Segment Start: Data records

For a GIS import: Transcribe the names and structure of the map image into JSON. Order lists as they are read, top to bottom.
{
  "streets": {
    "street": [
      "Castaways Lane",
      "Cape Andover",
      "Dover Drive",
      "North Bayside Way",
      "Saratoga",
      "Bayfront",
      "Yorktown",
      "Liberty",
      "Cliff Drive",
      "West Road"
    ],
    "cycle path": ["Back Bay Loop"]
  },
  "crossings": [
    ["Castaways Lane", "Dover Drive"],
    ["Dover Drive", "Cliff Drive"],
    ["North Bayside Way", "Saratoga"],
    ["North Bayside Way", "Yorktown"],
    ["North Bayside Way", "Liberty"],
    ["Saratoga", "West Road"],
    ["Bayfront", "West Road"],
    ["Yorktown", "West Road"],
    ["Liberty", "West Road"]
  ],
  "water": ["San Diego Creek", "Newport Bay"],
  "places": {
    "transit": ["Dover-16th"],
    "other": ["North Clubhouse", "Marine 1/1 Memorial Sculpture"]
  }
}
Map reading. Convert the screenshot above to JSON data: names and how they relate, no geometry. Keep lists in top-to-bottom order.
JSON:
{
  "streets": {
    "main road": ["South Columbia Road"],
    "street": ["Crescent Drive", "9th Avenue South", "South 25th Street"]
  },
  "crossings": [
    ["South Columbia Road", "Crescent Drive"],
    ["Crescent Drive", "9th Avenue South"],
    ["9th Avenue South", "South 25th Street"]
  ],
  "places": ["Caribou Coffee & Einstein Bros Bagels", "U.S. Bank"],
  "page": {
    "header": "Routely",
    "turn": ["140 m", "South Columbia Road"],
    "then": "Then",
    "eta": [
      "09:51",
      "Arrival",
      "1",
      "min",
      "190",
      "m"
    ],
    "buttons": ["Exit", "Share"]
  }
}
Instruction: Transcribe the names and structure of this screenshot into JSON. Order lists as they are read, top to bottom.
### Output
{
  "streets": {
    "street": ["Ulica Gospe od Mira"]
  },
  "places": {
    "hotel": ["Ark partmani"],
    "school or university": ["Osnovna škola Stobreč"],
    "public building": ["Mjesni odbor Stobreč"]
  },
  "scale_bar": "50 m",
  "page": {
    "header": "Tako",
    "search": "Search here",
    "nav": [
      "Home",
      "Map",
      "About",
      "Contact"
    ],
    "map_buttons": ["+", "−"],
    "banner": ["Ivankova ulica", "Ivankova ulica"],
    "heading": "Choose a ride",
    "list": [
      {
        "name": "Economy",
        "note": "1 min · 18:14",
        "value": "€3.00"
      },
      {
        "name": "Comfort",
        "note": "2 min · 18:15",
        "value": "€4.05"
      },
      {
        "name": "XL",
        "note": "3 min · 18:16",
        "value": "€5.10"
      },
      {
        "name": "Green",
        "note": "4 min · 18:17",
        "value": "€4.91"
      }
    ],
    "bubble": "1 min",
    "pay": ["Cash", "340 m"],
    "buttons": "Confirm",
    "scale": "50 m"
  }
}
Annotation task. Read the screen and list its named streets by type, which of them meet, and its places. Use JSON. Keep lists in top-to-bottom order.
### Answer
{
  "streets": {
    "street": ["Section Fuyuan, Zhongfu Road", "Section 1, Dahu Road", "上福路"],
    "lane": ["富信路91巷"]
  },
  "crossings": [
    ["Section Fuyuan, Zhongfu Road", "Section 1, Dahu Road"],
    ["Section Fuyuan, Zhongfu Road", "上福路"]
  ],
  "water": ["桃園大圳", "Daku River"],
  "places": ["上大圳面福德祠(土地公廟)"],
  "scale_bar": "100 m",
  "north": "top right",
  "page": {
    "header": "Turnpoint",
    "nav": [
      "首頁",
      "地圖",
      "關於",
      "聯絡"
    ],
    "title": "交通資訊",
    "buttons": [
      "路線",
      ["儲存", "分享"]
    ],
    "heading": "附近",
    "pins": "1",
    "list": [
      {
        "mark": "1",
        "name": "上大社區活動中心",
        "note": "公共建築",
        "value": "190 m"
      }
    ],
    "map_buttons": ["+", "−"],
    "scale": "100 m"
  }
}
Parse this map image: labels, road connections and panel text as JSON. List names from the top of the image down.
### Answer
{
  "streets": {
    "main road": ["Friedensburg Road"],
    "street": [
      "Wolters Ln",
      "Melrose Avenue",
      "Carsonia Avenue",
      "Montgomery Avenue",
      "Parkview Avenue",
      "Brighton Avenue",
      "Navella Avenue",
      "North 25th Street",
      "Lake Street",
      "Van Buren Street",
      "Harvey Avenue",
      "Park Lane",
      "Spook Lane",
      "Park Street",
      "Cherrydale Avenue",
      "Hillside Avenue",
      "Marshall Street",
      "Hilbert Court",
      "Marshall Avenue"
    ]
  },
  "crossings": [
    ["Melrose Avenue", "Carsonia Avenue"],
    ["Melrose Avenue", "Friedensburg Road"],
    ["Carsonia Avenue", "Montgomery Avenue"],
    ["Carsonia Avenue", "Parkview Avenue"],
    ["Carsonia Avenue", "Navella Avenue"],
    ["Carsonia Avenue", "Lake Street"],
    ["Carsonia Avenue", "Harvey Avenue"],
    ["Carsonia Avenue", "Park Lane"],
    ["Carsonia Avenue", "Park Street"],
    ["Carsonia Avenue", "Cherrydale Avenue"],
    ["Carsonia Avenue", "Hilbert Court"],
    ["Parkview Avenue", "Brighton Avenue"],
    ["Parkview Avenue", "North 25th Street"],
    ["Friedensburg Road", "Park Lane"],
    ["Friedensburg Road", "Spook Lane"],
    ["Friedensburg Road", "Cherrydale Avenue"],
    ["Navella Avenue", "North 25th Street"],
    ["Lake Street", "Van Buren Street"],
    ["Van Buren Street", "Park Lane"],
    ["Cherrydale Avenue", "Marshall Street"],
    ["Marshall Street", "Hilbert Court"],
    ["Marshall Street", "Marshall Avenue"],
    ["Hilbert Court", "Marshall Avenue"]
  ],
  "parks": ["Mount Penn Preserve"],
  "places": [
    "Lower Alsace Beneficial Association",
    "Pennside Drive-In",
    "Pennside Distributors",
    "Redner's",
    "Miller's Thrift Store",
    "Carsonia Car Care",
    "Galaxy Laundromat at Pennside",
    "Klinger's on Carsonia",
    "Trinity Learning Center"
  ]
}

Segment End: Data records

Write out the complete set of records exactly as given.

Solved problem:
For a GIS import: Transcribe the names and structure of the map image into JSON. Order lists as they are read, top to bottom.
{
  "streets": {
    "street": [
      "Castaways Lane",
      "Cape Andover",
      "Dover Drive",
      "North Bayside Way",
      "Saratoga",
      "Bayfront",
      "Yorktown",
      "Liberty",
      "Cliff Drive",
      "West Road"
    ],
    "cycle path": ["Back Bay Loop"]
  },
  "crossings": [
    ["Castaways Lane", "Dover Drive"],
    ["Dover Drive", "Cliff Drive"],
    ["North Bayside Way", "Saratoga"],
    ["North Bayside Way", "Yorktown"],
    ["North Bayside Way", "Liberty"],
    ["Saratoga", "West Road"],
    ["Bayfront", "West Road"],
    ["Yorktown", "West Road"],
    ["Liberty", "West Road"]
  ],
  "water": ["San Diego Creek", "Newport Bay"],
  "places": {
    "transit": ["Dover-16th"],
    "other": ["North Clubhouse", "Marine 1/1 Memorial Sculpture"]
  }
}
Map reading. Convert the screenshot above to JSON data: names and how they relate, no geometry. Keep lists in top-to-bottom order.
JSON:
{
  "streets": {
    "main road": ["South Columbia Road"],
    "street": ["Crescent Drive", "9th Avenue South", "South 25th Street"]
  },
  "crossings": [
    ["South Columbia Road", "Crescent Drive"],
    ["Crescent Drive", "9th Avenue South"],
    ["9th Avenue South", "South 25th Street"]
  ],
  "places": ["Caribou Coffee & Einstein Bros Bagels", "U.S. Bank"],
  "page": {
    "header": "Routely",
    "turn": ["140 m", "South Columbia Road"],
    "then": "Then",
    "eta": [
      "09:51",
      "Arrival",
      "1",
      "min",
      "190",
      "m"
    ],
    "buttons": ["Exit", "Share"]
  }
}
Instruction: Transcribe the names and structure of this screenshot into JSON. Order lists as they are read, top to bottom.
### Output
{
  "streets": {
    "street": ["Ulica Gospe od Mira"]
  },
  "places": {
    "hotel": ["Ark partmani"],
    "school or university": ["Osnovna škola Stobreč"],
    "public building": ["Mjesni odbor Stobreč"]
  },
  "scale_bar": "50 m",
  "page": {
    "header": "Tako",
    "search": "Search here",
    "nav": [
      "Home",
      "Map",
      "About",
      "Contact"
    ],
    "map_buttons": ["+", "−"],
    "banner": ["Ivankova ulica", "Ivankova ulica"],
    "heading": "Choose a ride",
    "list": [
      {
        "name": "Economy",
        "note": "1 min · 18:14",
        "value": "€3.00"
      },
      {
        "name": "Comfort",
        "note": "2 min · 18:15",
        "value": "€4.05"
      },
      {
        "name": "XL",
        "note": "3 min · 18:16",
        "value": "€5.10"
      },
      {
        "name": "Green",
        "note": "4 min · 18:17",
        "value": "€4.91"
      }
    ],
    "bubble": "1 min",
    "pay": ["Cash", "340 m"],
    "buttons": "Confirm",
    "scale": "50 m"
  }
}
Annotation task. Read the screen and list its named streets by type, which of them meet, and its places. Use JSON. Keep lists in top-to-bottom order.
### Answer
{
  "streets": {
    "street": ["Section Fuyuan, Zhongfu Road", "Section 1, Dahu Road", "上福路"],
    "lane": ["富信路91巷"]
  },
  "crossings": [
    ["Section Fuyuan, Zhongfu Road", "Section 1, Dahu Road"],
    ["Section Fuyuan, Zhongfu Road", "上福路"]
  ],
  "water": ["桃園大圳", "Daku River"],
  "places": ["上大圳面福德祠(土地公廟)"],
  "scale_bar": "100 m",
  "north": "top right",
  "page": {
    "header": "Turnpoint",
    "nav": [
      "首頁",
      "地圖",
      "關於",
      "聯絡"
    ],
    "title": "交通資訊",
    "buttons": [
      "路線",
      ["儲存", "分享"]
    ],
    "heading": "附近",
    "pins": "1",
    "list": [
      {
        "mark": "1",
        "name": "上大社區活動中心",
        "note": "公共建築",
        "value": "190 m"
      }
    ],
    "map_buttons": ["+", "−"],
    "scale": "100 m"
  }
}
Parse this map image: labels, road connections and panel text as JSON. List names from the top of the image down.
### Answer
{
  "streets": {
    "main road": ["Friedensburg Road"],
    "street": [
      "Wolters Ln",
      "Melrose Avenue",
      "Carsonia Avenue",
      "Montgomery Avenue",
      "Parkview Avenue",
      "Brighton Avenue",
      "Navella Avenue",
      "North 25th Street",
      "Lake Street",
      "Van Buren Street",
      "Harvey Avenue",
      "Park Lane",
      "Spook Lane",
      "Park Street",
      "Cherrydale Avenue",
      "Hillside Avenue",
      "Marshall Street",
      "Hilbert Court",
      "Marshall Avenue"
    ]
  },
  "crossings": [
    ["Melrose Avenue", "Carsonia Avenue"],
    ["Melrose Avenue", "Friedensburg Road"],
    ["Carsonia Avenue", "Montgomery Avenue"],
    ["Carsonia Avenue", "Parkview Avenue"],
    ["Carsonia Avenue", "Navella Avenue"],
    ["Carsonia Avenue", "Lake Street"],
    ["Carsonia Avenue", "Harvey Avenue"],
    ["Carsonia Avenue", "Park Lane"],
    ["Carsonia Avenue", "Park Street"],
    ["Carsonia Avenue", "Cherrydale Avenue"],
    ["Carsonia Avenue", "Hilbert Court"],
    ["Parkview Avenue", "Brighton Avenue"],
    ["Parkview Avenue", "North 25th Street"],
    ["Friedensburg Road", "Park Lane"],
    ["Friedensburg Road", "Spook Lane"],
    ["Friedensburg Road", "Cherrydale Avenue"],
    ["Navella Avenue", "North 25th Street"],
    ["Lake Street", "Van Buren Street"],
    ["Van Buren Street", "Park Lane"],
    ["Cherrydale Avenue", "Marshall Street"],
    ["Marshall Street", "Hilbert Court"],
    ["Marshall Street", "Marshall Avenue"],
    ["Hilbert Court", "Marshall Avenue"]
  ],
  "parks": ["Mount Penn Preserve"],
  "places": [
    "Lower Alsace Beneficial Association",
    "Pennside Drive-In",
    "Pennside Distributors",
    "Redner's",
    "Miller's Thrift Store",
    "Carsonia Car Care",
    "Galaxy Laundromat at Pennside",
    "Klinger's on Carsonia",
    "Trinity Learning Center"
  ]
}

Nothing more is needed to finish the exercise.